(Dataset entries)
★ ★ ★ ★ ★
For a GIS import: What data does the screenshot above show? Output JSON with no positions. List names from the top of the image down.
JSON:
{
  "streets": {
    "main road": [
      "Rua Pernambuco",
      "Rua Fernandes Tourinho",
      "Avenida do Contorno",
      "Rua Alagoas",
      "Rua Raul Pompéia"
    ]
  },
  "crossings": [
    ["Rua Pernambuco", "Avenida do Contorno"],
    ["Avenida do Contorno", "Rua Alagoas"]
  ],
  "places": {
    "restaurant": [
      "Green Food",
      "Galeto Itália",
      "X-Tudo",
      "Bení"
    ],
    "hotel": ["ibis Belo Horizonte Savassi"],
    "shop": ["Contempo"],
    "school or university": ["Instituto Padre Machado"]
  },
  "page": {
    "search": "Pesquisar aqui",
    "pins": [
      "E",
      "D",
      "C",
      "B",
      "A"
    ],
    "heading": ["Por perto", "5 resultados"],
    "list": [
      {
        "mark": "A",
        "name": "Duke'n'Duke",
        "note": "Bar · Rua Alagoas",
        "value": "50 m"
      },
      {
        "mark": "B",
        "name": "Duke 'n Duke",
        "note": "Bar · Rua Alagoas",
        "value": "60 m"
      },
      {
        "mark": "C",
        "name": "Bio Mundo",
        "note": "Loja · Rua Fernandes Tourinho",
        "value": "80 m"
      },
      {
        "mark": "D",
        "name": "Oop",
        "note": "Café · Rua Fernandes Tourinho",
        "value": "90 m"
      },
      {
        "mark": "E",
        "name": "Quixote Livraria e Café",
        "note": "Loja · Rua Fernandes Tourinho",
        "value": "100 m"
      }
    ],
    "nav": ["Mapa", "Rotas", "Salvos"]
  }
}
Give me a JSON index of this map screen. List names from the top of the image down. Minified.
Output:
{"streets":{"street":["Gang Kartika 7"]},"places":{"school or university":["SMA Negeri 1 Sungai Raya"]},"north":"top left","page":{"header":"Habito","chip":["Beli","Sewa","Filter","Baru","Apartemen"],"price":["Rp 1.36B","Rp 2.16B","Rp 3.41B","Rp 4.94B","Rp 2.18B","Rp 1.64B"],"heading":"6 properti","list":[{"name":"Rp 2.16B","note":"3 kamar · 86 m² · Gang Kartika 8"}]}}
★ ★ ★ ★ ★
#### [Work to be completed]
Please transcribe the records in full, keeping every word as it is.

#### [Response box]
For a GIS import: What data does the screenshot above show? Output JSON with no positions. List names from the top of the image down.
JSON:
{
  "streets": {
    "main road": [
      "Rua Pernambuco",
      "Rua Fernandes Tourinho",
      "Avenida do Contorno",
      "Rua Alagoas",
      "Rua Raul Pompéia"
    ]
  },
  "crossings": [
    ["Rua Pernambuco", "Avenida do Contorno"],
    ["Avenida do Contorno", "Rua Alagoas"]
  ],
  "places": {
    "restaurant": [
      "Green Food",
      "Galeto Itália",
      "X-Tudo",
      "Bení"
    ],
    "hotel": ["ibis Belo Horizonte Savassi"],
    "shop": ["Contempo"],
    "school or university": ["Instituto Padre Machado"]
  },
  "page": {
    "search": "Pesquisar aqui",
    "pins": [
      "E",
      "D",
      "C",
      "B",
      "A"
    ],
    "heading": ["Por perto", "5 resultados"],
    "list": [
      {
        "mark": "A",
        "name": "Duke'n'Duke",
        "note": "Bar · Rua Alagoas",
        "value": "50 m"
      },
      {
        "mark": "B",
        "name": "Duke 'n Duke",
        "note": "Bar · Rua Alagoas",
        "value": "60 m"
      },
      {
        "mark": "C",
        "name": "Bio Mundo",
        "note": "Loja · Rua Fernandes Tourinho",
        "value": "80 m"
      },
      {
        "mark": "D",
        "name": "Oop",
        "note": "Café · Rua Fernandes Tourinho",
        "value": "90 m"
      },
      {
        "mark": "E",
        "name": "Quixote Livraria e Café",
        "note": "Loja · Rua Fernandes Tourinho",
        "value": "100 m"
      }
    ],
    "nav": ["Mapa", "Rotas", "Salvos"]
  }
}
Give me a JSON index of this map screen. List names from the top of the image down. Minified.
Output:
{"streets":{"street":["Gang Kartika 7"]},"places":{"school or university":["SMA Negeri 1 Sungai Raya"]},"north":"top left","page":{"header":"Habito","chip":["Beli","Sewa","Filter","Baru","Apartemen"],"price":["Rp 1.36B","Rp 2.16B","Rp 3.41B","Rp 4.94B","Rp 2.18B","Rp 1.64B"],"heading":"6 properti","list":[{"name":"Rp 2.16B","note":"3 kamar · 86 m² · Gang Kartika 8"}]}}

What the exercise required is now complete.